- Church: Catholic Church
- Diocese: Diocese Borgo San Donnino
- In office: 25 July 1698 – 31 December 1699
- Predecessor: Nicolò Caranza
- Successor: Alessandro Roncovieri

Orders
- Ordination: 6 June 1666
- Consecration: 25 July 1698 by Emmanuel-Theódose de la Tour d'Auvergne de Bouillon

Personal details
- Born: 10 October 1642 Parma, Italy
- Died: 31 December 1699 (age 57) Borgo San Donnino, Italy

= Giulio Dalla Rosa =

17th-century Catholic bishop

Giulio Dalla Rosa or Giulio Della Rosa (10 October 1642 – 31 December 1699) was a Roman Catholic prelate who served as Bishop of Borgo San Donnino from 1698 to 1699.

==Biography==
Giulio Dalla Rosa was born in Parma, Italy on 10 October 1642 and ordained a priest on 6 June 1666. On 21 July 1698, he was appointed during the papacy of Pope Innocent XII as Bishop of Borgo San Donnino.
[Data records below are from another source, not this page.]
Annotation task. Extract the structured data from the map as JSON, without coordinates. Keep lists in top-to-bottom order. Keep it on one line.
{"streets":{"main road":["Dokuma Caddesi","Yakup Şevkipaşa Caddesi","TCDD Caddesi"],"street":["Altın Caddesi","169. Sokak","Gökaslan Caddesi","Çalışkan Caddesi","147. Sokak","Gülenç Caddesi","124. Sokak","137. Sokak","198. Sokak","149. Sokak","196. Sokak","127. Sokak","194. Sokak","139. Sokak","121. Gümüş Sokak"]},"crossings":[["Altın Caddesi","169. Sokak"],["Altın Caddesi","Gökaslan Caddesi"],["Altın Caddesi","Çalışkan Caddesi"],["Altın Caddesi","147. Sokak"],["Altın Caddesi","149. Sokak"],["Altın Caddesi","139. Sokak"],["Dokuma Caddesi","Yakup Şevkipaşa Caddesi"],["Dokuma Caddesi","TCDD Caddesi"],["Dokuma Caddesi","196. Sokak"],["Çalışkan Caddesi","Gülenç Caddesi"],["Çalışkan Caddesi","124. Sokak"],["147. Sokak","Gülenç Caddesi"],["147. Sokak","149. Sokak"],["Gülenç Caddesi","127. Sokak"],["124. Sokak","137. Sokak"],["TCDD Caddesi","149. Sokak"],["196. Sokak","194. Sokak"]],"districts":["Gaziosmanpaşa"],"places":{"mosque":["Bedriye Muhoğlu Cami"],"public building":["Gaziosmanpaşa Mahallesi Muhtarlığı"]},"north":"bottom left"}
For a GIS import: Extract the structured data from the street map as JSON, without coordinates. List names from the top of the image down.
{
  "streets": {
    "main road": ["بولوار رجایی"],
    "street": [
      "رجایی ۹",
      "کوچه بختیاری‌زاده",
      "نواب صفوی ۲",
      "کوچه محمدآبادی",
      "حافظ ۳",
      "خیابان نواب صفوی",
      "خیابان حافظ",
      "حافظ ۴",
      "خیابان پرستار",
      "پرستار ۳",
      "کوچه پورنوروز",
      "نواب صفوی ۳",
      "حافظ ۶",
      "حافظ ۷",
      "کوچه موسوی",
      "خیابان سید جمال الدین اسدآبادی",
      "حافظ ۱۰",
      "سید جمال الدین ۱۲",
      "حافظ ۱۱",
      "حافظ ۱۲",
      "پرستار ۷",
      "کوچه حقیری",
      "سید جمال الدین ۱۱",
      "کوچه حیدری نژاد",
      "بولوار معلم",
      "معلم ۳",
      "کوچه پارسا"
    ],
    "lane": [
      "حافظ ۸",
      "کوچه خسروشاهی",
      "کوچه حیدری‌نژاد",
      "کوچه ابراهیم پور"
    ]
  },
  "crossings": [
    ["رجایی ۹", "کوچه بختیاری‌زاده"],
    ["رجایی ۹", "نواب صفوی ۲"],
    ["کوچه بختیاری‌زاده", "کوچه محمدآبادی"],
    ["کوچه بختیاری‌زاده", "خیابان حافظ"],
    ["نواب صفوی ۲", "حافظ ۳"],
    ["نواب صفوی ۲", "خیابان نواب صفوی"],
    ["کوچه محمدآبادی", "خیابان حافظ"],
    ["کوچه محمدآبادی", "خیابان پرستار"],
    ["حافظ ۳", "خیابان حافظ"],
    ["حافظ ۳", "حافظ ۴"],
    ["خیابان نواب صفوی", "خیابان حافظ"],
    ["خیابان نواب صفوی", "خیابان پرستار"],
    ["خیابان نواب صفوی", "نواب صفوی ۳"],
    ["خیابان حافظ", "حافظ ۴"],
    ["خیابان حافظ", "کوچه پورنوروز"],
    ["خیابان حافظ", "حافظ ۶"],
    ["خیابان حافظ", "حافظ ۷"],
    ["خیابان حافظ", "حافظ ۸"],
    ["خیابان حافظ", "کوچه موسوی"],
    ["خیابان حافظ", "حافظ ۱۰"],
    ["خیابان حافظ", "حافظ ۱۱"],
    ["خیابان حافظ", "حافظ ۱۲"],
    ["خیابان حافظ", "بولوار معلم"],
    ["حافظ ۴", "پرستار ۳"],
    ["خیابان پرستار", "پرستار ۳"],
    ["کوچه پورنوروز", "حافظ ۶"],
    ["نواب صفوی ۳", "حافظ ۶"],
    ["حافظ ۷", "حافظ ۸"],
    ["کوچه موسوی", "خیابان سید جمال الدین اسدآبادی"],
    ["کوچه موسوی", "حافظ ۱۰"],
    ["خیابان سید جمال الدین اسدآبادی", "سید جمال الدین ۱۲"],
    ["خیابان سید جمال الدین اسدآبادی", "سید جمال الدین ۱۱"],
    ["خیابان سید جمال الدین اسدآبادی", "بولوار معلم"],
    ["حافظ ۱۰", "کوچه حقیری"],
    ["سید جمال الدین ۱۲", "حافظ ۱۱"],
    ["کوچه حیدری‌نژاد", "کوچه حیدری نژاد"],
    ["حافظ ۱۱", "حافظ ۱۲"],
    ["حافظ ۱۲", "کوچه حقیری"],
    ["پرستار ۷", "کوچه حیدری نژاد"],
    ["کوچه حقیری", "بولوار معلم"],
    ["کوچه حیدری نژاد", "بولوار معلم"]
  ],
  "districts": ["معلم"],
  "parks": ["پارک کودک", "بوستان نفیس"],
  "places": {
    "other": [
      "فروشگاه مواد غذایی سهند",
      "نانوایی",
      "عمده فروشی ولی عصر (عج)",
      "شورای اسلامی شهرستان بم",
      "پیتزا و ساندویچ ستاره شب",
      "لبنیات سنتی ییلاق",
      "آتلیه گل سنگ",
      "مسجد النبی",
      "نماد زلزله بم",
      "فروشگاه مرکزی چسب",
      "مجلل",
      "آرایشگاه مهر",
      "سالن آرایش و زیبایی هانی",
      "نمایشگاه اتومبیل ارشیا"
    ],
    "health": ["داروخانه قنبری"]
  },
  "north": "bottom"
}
On 25 July 1698, he was consecrated bishop by Emmanuel-Theódose de la Tour d'Auvergne de Bouillon, Cardinal-Bishop of Porto e Santa Rufina, with Francesco Pannocchieschi d'Elci, Archbishop of Pisa, and Prospero Bottini, Titular Archbishop of Myra, serving as co-consecrators. He served as Bishop of Borgo San Donnino until his death on 31 December 1699.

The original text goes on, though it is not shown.